# Your assignment
Each line that contains "places" needs to be copied from the listing.

# Material for the task

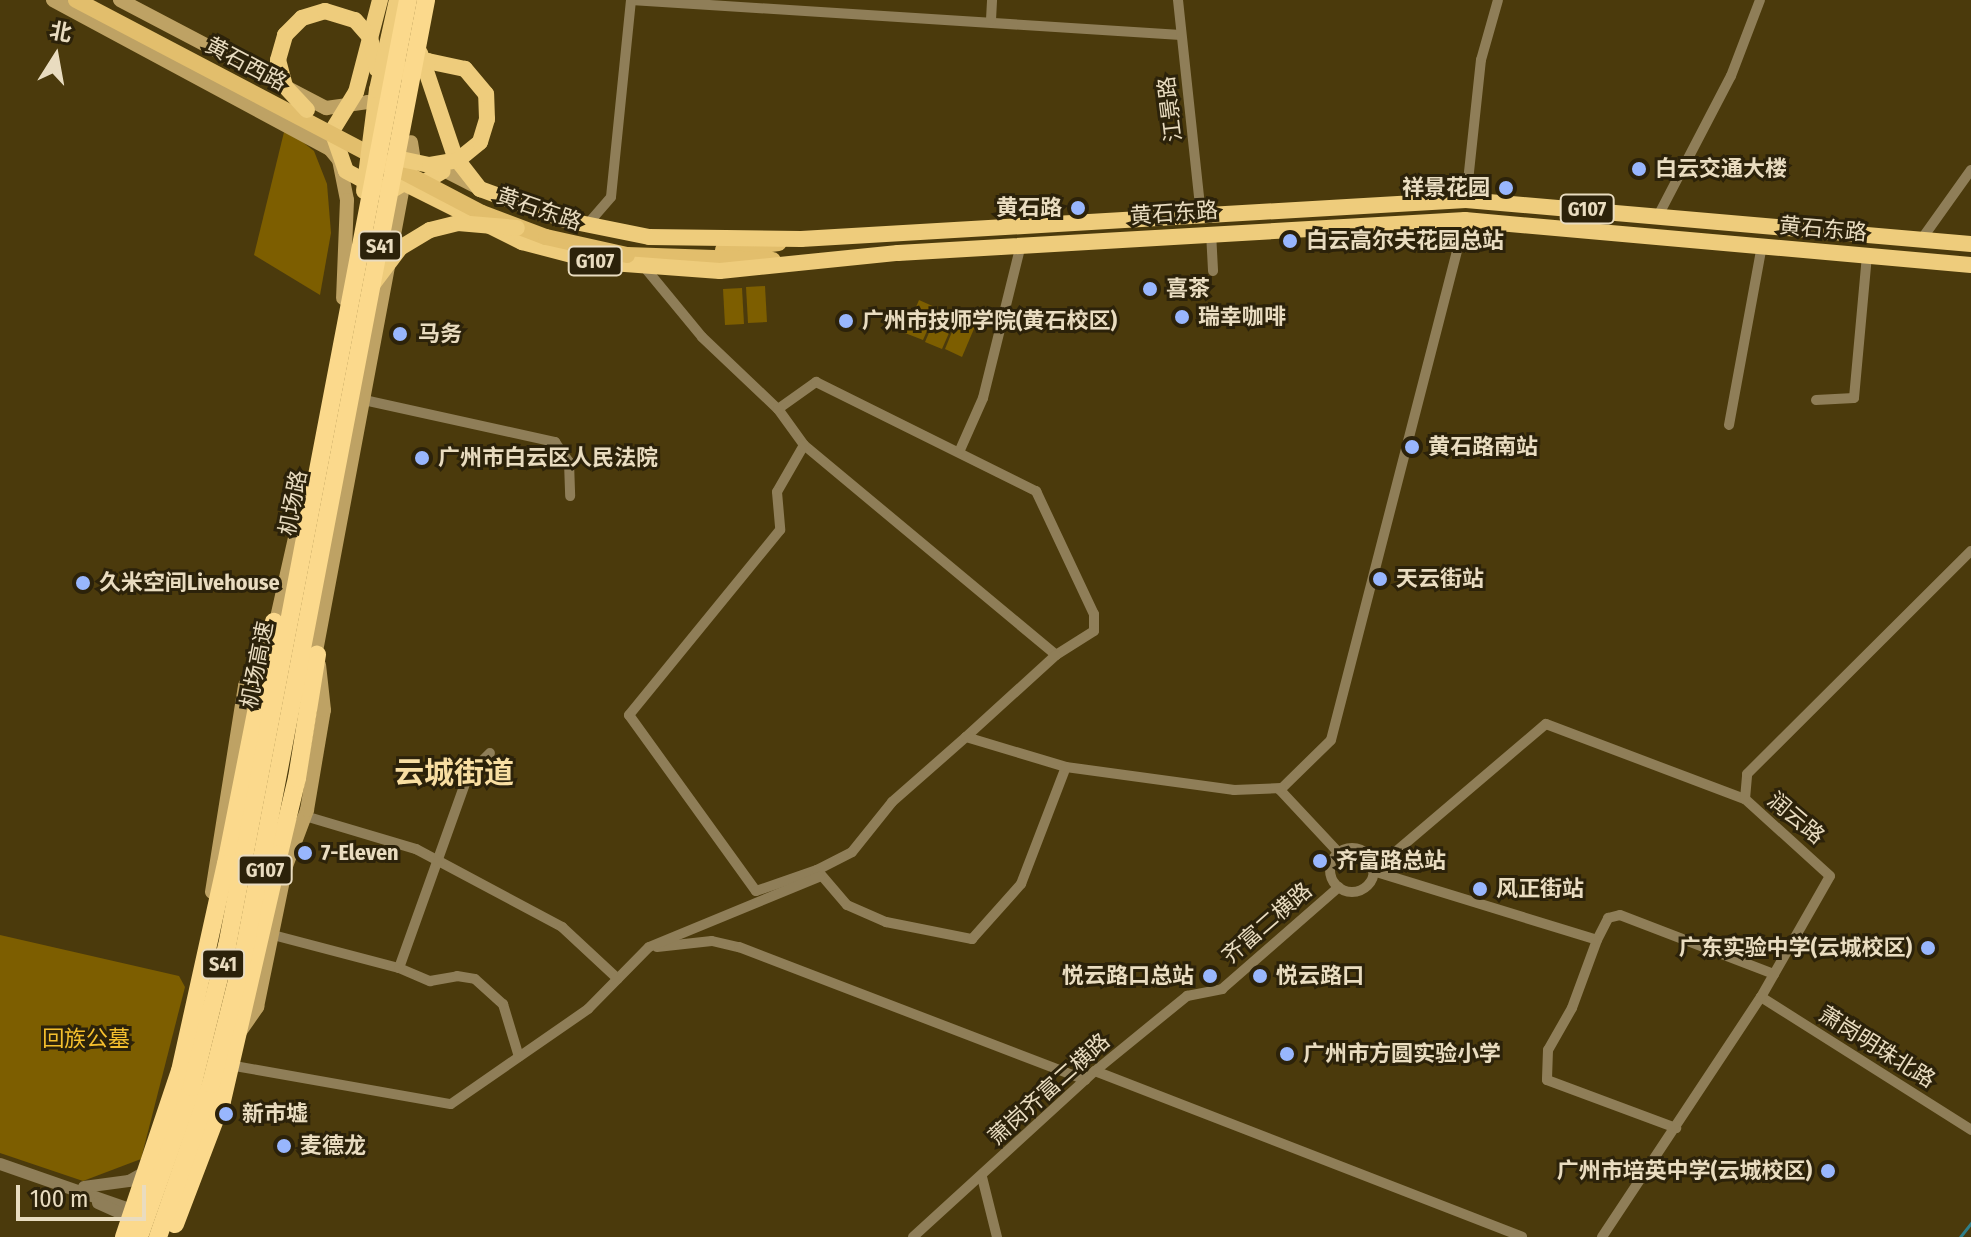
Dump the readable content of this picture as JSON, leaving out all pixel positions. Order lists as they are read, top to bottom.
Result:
{
  "streets": {
    "highway": [
      "黄石东路",
      "G107",
      "S41",
      "机场路",
      "机场高速"
    ],
    "main road": ["黄石西路"],
    "street": [
      "江景路",
      "润云路",
      "齐富二横路",
      "萧岗明珠北路",
      "萧岗齐富二横路"
    ]
  },
  "crossings": [
    ["黄石西路", "黄石东路"],
    ["黄石西路", "G107"],
    ["江景路", "黄石东路"],
    ["黄石东路", "G107"],
    ["机场路", "机场高速"],
    ["润云路", "萧岗明珠北路"],
    ["齐富二横路", "萧岗齐富二横路"]
  ],
  "districts": ["云城街道"],
  "parks": ["回族公墓"],
  "places": [
    "白云交通大楼",
    "祥景花园",
    "黄石路",
    "白云高尔夫花园总站",
    "喜茶",
    "瑞幸咖啡",
    "广州市技师学院(黄石校区)",
    "马务",
    "黄石路南站",
    "广州市白云区人民法院",
    "天云街站",
    "久米空间Livehouse",
    "7-Eleven",
    "齐富路总站",
    "风正街站",
    "广东实验中学(云城校区)",
    "悦云路口总站",
    "悦云路口",
    "广州市方圆实验小学",
    "新市墟",
    "麦德龙",
    "广州市培英中学(云城校区)"
  ],
  "scale_bar": "100 m",
  "north": "top"
}
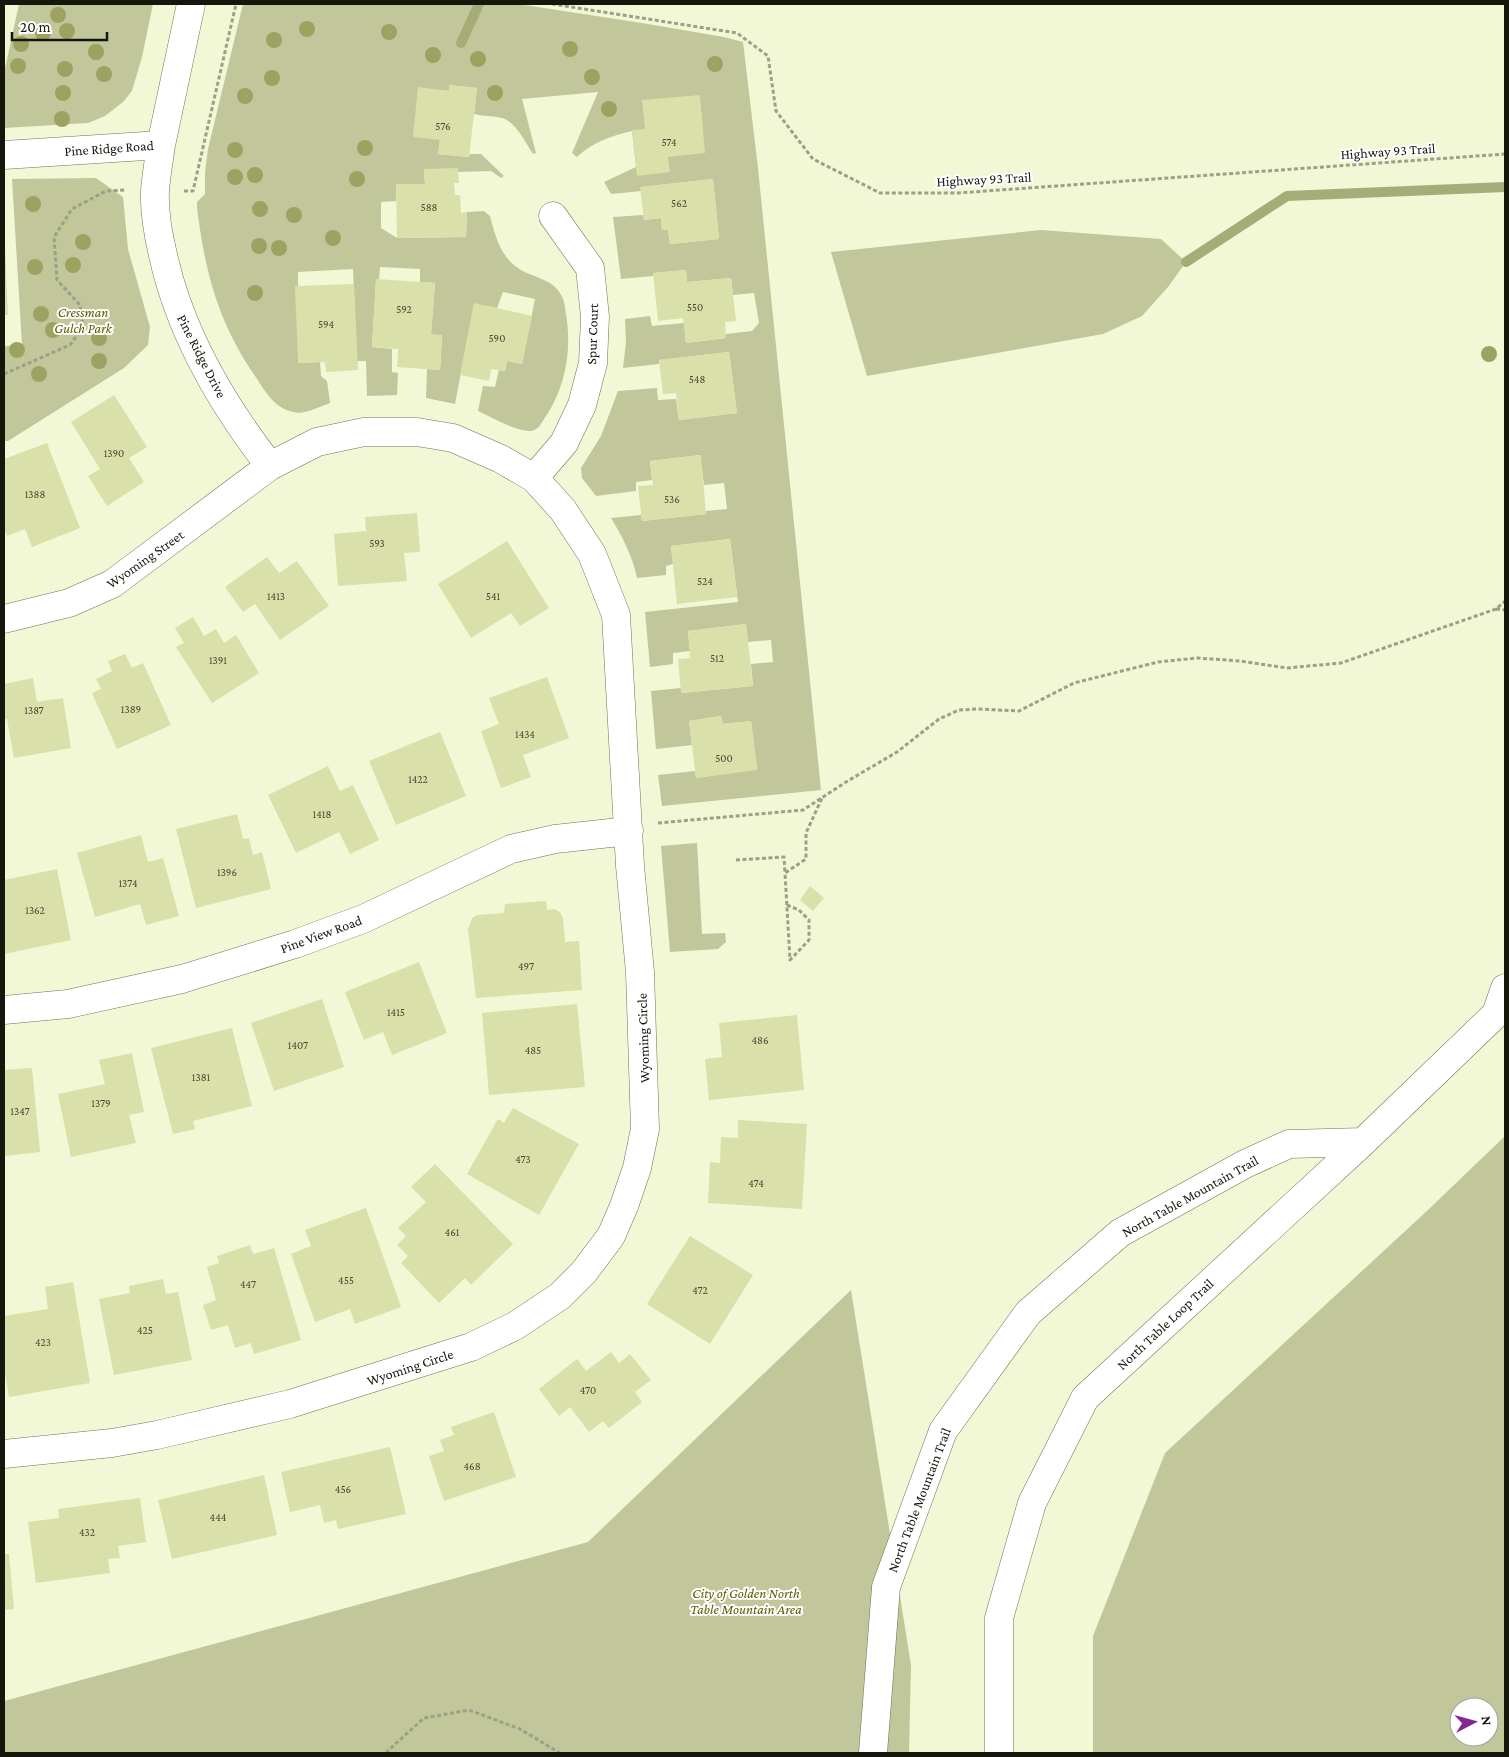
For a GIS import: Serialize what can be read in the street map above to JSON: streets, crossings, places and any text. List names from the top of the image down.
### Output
{
  "streets": {
    "street": [
      "Pine Ridge Road",
      "Spur Court",
      "Pine Ridge Drive",
      "Wyoming Street",
      "Pine View Road",
      "Wyoming Circle",
      "North Table Mountain Trail",
      "North Table Loop Trail"
    ],
    "path": ["Highway 93 Trail"]
  },
  "crossings": [
    ["Pine Ridge Road", "Pine Ridge Drive"],
    ["Spur Court", "Wyoming Circle"],
    ["Pine Ridge Drive", "Wyoming Street"],
    ["Pine Ridge Drive", "Wyoming Circle"],
    ["Wyoming Street", "Wyoming Circle"],
    ["Pine View Road", "Wyoming Circle"],
    ["North Table Mountain Trail", "North Table Loop Trail"]
  ],
  "parks": ["Cressman Gulch Park", "City of Golden North Table Mountain Area"],
  "house_numbers": [
    "576",
    "574",
    "562",
    "588",
    "550",
    "592",
    "594",
    "590",
    "548",
    "1390",
    "1388",
    "536",
    "593",
    "524",
    "1413",
    "541",
    "512",
    "1391",
    "1389",
    "1387",
    "1434",
    "500",
    "1422",
    "1418",
    "1396",
    "1374",
    "1362",
    "497",
    "1415",
    "486",
    "1407",
    "485",
    "1381",
    "1379",
    "1347",
    "473",
    "474",
    "461",
    "455",
    "447",
    "472",
    "425",
    "423",
    "470",
    "468",
    "456",
    "444",
    "432"
  ],
  "scale_bar": "20 m",
  "north": "right"
}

# Result
  "places": [
For a GIS import: Serialize what can be read in the street map above to JSON: streets, crossings, places and any text. List names from the top of the image down.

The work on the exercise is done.